==== Records shown

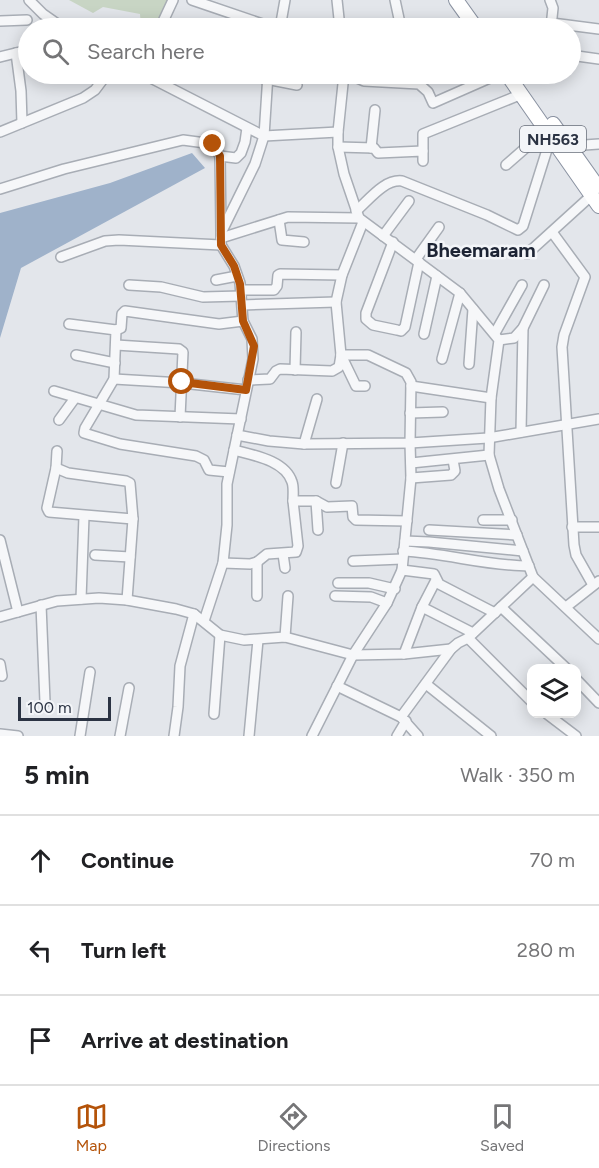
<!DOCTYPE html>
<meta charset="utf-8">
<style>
body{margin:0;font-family:Figtree,sans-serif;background:#f2f2f2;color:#202124}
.controls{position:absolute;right:18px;bottom:18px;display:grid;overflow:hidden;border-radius:12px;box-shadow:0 3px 15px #0003}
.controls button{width:54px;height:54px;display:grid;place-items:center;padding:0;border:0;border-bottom:2px solid #e0e0e0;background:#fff;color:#202124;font:30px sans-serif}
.scale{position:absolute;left:18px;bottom:15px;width:93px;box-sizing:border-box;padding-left:6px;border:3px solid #2b3343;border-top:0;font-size:16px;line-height:21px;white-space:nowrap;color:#2b3343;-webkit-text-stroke:4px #f3f5f8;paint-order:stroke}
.stop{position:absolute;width:18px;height:18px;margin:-14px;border:4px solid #b45309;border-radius:50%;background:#fff}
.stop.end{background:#b45309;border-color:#fff;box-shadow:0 2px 6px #0008}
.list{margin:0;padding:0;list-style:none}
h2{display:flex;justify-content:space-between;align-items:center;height:78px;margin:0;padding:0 24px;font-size:26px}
h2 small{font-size:20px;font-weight:400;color:#757577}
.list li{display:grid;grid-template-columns:39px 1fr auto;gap:18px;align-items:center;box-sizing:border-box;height:90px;padding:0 24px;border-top:2px solid #e0e0e0}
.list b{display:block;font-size:22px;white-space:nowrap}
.list em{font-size:20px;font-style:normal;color:#757577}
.icon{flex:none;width:33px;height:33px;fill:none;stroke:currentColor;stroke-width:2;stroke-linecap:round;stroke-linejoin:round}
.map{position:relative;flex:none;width:599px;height:736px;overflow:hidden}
.search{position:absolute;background:#fff;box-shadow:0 3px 15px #0003;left:18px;right:18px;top:18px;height:66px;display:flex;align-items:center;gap:15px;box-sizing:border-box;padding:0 21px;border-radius:33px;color:#757577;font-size:22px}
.sheet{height:348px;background:#fff}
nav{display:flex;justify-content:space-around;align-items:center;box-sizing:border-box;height:84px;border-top:2px solid #e0e0e0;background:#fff;font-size:16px;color:#757577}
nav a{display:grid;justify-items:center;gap:3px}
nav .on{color:#b45309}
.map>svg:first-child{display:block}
.green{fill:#c8d5c4}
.water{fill:#9fb2ca}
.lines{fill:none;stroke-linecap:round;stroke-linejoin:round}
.minor-casing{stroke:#a8adb5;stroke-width:12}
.highway-casing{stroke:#8b93a2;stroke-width:16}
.minor{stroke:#f6f7f9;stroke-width:9}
.highway{stroke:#fff;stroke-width:14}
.route{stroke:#b45309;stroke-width:8}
.labels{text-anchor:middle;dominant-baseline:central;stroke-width:5;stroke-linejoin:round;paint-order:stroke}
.shield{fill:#f3f5f8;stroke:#676d79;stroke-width:1.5}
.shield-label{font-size:16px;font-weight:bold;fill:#2b3343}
.neighbourhood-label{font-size:20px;font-weight:bold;fill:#1d2434;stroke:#f3f5f8}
</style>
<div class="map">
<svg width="599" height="736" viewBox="0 0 599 736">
<rect width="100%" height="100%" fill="#e3e6eb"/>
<polygon class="green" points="69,0 171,0 157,28 144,28 141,26 140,14 103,7 93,13"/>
<polygon class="water" points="192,153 205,168 21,268 0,338 0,213 110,183"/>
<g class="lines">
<defs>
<g id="minor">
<polyline points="29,0 43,14 63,28"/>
<polyline points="192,0 274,28"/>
<polyline points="337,0 340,28"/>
<polyline points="395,0 401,28"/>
<polyline points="550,0 553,8 551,27"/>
<polyline points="0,21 27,20"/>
<polyline points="552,23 599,29"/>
<polyline points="160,28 173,0"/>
<polyline points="280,28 285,0"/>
<polyline points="16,53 21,91 22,123"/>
<polyline points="570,55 599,59"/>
<polyline points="0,57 28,50"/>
<polyline points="143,74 264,136 338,132"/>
<polyline points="241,74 297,85"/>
<polyline points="344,74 338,132 338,147 344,174 359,218 460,293 499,340 491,398 489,455 499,489 533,577"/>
<polyline points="524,74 552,77"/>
<polyline points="344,77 355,77 364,81 419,84 428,92 433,103 499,74"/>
<polyline points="0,132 83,98 95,90 107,74"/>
<polyline points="570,146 599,144"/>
<polyline points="338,147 374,148 378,153 423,151 423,161"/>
<polyline points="371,148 375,110"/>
<polyline points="423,151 423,134 522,94"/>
<polyline points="220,156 236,158 241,153 245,142 247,128"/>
<polyline points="506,165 546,130"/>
<polyline points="0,189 64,169 183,140 213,144 220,156 221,231"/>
<path d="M356 211C369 200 384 179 402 181L487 215 518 230 523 226 551 137"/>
<polyline points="279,220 282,240 304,242"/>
<polyline points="552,232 585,277 564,335 562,347 574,545 576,555 593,585"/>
<polyline points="383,236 409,201"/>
<polyline points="221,238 288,217 359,218"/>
<polyline points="393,242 366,313 366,319 373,325 397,330 401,331 405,327 419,262"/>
<polyline points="527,254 592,195"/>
<polyline points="61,257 105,241 119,240 221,245"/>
<polyline points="416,259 439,227"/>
<polyline points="216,280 237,276"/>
<polyline points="129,285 161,287 203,297 241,296"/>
<polyline points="241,290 274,290 277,286 278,275 280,274 342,275"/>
<polyline points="242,305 336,302"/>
<polyline points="69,324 116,330 114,379 85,428 84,433 120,444 196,456 204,460 209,470 229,472"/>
<polyline points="116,330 121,328 122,314 125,311 219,324 243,321"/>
<polyline points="495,333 522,285"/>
<polyline points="424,334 437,276"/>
<polyline points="499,340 514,338 523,328 544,285"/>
<polyline points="116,345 179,349 183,352 180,417"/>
<polyline points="76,355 115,363"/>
<polyline points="341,355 356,386 365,386"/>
<polyline points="442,359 460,293"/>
<polyline points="469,364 473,309"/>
<polyline points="295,370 296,332"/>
<polyline points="114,379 182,383 246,390"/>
<polyline points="248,380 270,379 276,371 280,369 332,371 339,367 341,355"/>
<polyline points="411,386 491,398"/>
<polyline points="54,391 136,415 241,419"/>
<polyline points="410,413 443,412"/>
<polyline points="59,420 75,398"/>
<polyline points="521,432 523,328"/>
<polyline points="237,435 269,441 304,444 410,443 488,438 599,419"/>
<polyline points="304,444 317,399"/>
<path d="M234 450C252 455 285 460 292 482 294 487 293 495 293 501H316L318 530"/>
<polyline points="57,451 56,468 47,508 49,512 133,519"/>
<polyline points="411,463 489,455"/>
<polyline points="56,468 68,473 126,481 130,483 133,519 127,600"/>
<polyline points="411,478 451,475 455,471 453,460"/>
<polyline points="336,483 343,443"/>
<polyline points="316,501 327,507 352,506 353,517 356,520 407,521"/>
<polyline points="483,520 512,520"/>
<polyline points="572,527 599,527"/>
<polyline points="429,530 517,535"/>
<polyline points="0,540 18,612"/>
<polyline points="405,541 429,542 523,551"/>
<path d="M403 551C446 553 487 566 529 566"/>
<polyline points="283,554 285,568"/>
<polyline points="95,555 130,557"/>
<polyline points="353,561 402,559"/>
<polyline points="257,562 257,596"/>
<polyline points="223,563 250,564 257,562 267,554 296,552 298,546 293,501"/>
<polyline points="402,570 434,574 439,584 495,613"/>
<polyline points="338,583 369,583 395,589"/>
<polyline points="335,596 371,597 387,603"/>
<polyline points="81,599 84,516"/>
<polyline points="41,605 45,702"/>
<polyline points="422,607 436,580"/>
<polyline points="501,607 566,668"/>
<polyline points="566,607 599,581"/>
<polyline points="0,617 57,601 99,598 127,600 176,609 194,614 220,635 244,640 285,637 353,655 404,654 451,649"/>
<polyline points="204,621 223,563 227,525 227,484 253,359 252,339 243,321 240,283 234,266 221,245 221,233 255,164 264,136 268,74"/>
<polyline points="285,637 288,596"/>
<polyline points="468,638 532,702"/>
<polyline points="404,654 422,607 473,633"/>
<polyline points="0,664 2,676"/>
<polyline points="576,679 599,703"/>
<polyline points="426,684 491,736"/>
<polyline points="337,686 401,717 418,736"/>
<polyline points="214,714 220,635"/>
<polyline points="547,714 576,736"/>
<polyline points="401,717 451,649 458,643 468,638 533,577 599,639"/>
<polyline points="0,734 18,736"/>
<polyline points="80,736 90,672"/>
<polyline points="120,736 129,688"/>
<polyline points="174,736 178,707 180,666 194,614"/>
<polyline points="249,736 258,640"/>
<polyline points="312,736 353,655 387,603 402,570 411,478 410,443 411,382 406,373 368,355 341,355 336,302 342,275 363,222"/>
<polyline points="397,736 406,721"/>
</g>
<g id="highway">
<polyline points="456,0 476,28"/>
<polyline points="507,74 599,206"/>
<polyline points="553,124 597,186"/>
</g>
</defs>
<use href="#minor" class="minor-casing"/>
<use href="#highway" class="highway-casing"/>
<use href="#minor" class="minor"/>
<use href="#highway" class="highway"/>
</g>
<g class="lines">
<polyline class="route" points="182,382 246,390 254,346 243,321 240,284 234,266 221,245 220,156 213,144"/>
</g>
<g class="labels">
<rect class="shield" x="520" y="126" width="66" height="26" rx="4.5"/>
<g class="shield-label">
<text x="553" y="139">NH563</text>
</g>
<g class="neighbourhood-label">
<text x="481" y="250">Bheemaram</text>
</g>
</g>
</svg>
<div class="controls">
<button><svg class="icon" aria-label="layers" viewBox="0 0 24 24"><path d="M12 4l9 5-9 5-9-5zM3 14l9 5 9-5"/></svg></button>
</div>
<div class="scale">100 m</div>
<div class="stop" style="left:182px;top:382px"></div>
<div class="stop end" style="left:213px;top:144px"></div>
<div class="search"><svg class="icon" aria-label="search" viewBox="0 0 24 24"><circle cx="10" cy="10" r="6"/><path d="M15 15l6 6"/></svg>Search here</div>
</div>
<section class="sheet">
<h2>5 min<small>Walk · 350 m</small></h2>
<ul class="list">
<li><svg class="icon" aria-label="ahead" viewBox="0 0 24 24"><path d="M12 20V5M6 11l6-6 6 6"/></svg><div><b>Continue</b></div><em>70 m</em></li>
<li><svg class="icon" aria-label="left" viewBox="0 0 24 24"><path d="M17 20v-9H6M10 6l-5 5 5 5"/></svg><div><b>Turn left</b></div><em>280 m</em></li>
<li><svg class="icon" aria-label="arrive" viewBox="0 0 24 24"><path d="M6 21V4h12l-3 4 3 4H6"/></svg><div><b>Arrive at destination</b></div></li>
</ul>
</section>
<nav>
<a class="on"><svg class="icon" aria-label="map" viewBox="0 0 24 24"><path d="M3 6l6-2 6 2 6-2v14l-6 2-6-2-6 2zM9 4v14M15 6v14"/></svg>Map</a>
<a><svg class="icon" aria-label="directions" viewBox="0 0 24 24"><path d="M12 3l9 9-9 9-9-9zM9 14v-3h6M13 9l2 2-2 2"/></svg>Directions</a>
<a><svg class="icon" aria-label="saved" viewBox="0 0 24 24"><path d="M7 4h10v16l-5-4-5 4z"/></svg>Saved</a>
</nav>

========

- Exercise prompt
Copy each line above containing the string "white".

- Finished task
.scale{position:absolute;left:18px;bottom:15px;width:93px;box-sizing:border-box;padding-left:6px;border:3px solid #2b3343;border-top:0;font-size:16px;line-height:21px;white-space:nowrap;color:#2b3343;-webkit-text-stroke:4px #f3f5f8;paint-order:stroke}
.list b{display:block;font-size:22px;white-space:nowrap}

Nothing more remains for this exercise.